**** Input material

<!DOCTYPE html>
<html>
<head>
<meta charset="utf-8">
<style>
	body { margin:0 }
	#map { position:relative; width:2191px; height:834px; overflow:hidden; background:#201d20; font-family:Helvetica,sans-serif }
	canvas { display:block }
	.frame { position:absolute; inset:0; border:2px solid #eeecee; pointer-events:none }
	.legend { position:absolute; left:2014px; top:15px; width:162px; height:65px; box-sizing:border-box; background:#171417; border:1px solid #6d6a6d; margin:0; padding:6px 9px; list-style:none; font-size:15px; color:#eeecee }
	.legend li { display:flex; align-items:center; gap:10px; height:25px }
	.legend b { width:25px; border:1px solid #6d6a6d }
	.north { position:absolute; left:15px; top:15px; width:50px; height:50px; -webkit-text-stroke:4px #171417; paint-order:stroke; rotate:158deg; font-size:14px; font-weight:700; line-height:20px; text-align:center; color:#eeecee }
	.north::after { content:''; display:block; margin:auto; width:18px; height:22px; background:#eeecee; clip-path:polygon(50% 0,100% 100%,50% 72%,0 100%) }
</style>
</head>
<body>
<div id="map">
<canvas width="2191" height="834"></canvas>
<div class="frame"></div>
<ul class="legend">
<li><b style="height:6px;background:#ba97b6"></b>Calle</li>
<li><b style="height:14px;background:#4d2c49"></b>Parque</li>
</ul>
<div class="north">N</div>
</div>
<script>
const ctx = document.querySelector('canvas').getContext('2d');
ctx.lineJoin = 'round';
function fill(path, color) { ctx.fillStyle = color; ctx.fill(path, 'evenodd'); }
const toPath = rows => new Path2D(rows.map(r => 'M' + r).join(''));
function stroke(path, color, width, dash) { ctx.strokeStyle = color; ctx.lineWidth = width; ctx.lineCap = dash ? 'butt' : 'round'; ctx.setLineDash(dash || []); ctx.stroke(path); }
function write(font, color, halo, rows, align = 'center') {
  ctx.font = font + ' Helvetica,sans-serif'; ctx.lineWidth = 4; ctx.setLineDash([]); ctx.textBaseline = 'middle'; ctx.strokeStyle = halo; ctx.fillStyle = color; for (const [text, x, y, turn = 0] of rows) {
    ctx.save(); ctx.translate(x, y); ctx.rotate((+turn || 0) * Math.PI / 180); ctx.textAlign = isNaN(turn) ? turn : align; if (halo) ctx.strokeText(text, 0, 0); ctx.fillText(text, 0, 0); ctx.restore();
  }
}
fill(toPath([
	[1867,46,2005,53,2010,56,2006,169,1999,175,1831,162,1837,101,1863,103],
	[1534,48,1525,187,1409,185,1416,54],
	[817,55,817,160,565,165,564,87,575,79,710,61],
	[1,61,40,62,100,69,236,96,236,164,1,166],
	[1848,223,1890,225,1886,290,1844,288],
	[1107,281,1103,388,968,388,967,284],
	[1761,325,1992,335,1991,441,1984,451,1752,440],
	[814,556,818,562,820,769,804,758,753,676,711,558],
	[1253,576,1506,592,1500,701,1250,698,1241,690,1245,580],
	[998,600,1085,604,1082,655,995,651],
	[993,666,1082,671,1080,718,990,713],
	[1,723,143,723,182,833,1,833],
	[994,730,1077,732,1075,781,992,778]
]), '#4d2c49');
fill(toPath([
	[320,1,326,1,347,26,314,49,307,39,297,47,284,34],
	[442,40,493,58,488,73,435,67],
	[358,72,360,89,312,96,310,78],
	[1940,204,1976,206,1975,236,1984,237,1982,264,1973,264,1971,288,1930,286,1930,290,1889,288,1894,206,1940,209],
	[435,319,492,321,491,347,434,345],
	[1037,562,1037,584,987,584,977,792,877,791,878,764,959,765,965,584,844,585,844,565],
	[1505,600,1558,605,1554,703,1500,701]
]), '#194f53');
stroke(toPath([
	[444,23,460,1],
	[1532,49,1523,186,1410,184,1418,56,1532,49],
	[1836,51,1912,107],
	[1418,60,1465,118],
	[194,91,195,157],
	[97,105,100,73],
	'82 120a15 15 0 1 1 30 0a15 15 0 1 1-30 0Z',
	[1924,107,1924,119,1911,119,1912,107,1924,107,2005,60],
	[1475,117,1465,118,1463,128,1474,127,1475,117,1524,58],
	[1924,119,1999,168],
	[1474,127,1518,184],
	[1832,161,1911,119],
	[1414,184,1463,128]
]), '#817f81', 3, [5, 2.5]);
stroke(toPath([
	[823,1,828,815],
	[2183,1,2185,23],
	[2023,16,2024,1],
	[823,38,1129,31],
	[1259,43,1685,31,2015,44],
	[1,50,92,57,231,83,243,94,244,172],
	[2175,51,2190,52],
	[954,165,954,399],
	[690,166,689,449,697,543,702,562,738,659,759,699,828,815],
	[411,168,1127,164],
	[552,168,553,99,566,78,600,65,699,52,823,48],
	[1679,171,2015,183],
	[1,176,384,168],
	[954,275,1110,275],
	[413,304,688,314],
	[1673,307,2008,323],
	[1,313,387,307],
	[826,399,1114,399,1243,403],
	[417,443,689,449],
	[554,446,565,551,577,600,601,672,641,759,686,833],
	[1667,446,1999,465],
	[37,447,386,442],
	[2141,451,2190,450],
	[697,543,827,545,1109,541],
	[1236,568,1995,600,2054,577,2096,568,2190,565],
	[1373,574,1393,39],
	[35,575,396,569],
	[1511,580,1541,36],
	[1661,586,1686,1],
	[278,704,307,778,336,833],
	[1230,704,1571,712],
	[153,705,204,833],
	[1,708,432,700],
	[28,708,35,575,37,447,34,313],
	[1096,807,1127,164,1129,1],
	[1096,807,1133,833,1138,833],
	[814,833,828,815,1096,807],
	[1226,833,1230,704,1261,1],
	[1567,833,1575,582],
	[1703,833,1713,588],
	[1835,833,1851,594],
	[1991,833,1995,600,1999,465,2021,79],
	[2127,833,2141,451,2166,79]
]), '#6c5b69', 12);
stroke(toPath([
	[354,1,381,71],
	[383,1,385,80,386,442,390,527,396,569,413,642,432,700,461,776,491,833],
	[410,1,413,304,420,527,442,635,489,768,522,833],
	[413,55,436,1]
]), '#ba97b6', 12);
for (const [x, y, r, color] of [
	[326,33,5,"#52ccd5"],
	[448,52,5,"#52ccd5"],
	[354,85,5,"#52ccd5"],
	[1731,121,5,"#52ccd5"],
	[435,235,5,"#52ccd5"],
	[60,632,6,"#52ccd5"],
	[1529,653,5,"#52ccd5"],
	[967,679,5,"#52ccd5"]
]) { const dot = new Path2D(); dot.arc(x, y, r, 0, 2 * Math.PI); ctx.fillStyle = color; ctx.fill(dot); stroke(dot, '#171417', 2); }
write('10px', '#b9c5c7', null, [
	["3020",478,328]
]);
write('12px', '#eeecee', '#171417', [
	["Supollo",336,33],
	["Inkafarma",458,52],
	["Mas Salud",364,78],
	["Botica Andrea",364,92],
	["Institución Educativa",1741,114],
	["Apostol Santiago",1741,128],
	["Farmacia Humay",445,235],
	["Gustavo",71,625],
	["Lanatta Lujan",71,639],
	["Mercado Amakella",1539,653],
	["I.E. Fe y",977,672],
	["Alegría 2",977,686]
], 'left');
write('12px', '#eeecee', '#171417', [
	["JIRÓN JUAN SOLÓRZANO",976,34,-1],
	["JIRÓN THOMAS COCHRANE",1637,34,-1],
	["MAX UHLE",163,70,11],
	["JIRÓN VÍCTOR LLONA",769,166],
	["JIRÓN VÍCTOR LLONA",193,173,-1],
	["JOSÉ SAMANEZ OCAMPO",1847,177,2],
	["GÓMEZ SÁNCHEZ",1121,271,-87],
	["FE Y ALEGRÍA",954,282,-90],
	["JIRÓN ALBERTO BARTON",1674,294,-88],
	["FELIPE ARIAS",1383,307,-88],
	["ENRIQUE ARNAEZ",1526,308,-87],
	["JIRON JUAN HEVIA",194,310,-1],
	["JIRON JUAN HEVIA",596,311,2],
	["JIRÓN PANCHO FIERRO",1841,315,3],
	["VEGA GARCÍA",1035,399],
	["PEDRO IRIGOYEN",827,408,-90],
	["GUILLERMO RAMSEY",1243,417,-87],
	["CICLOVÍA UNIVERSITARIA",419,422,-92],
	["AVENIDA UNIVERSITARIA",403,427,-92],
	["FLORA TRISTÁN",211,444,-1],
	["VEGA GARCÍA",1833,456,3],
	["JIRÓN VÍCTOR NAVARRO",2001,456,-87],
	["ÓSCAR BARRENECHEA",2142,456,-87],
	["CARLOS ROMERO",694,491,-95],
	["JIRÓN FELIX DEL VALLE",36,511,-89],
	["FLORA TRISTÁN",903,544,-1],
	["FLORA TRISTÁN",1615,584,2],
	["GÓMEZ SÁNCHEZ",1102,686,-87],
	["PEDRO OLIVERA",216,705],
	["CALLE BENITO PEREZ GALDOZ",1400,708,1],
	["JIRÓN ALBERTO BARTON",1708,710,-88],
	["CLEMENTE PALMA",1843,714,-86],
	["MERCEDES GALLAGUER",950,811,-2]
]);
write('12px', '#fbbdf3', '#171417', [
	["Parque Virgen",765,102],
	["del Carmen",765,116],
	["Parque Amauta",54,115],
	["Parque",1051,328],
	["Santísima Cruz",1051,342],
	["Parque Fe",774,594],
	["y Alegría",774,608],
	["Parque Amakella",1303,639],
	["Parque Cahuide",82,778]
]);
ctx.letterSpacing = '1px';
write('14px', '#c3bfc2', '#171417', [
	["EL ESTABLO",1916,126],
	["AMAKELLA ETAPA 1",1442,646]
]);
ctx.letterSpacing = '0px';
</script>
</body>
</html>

********

_Work required_
Check every line of the records, and copy the ones that hold the word "lineWidth".

_Your response_
function stroke(path, color, width, dash) { ctx.strokeStyle = color; ctx.lineWidth = width; ctx.lineCap = dash ? 'butt' : 'round'; ctx.setLineDash(dash || []); ctx.stroke(path); }
  ctx.font = font + ' Helvetica,sans-serif'; ctx.lineWidth = 4; ctx.setLineDash([]); ctx.textBaseline = 'middle'; ctx.strokeStyle = halo; ctx.fillStyle = color; for (const [text, x, y, turn = 0] of rows) {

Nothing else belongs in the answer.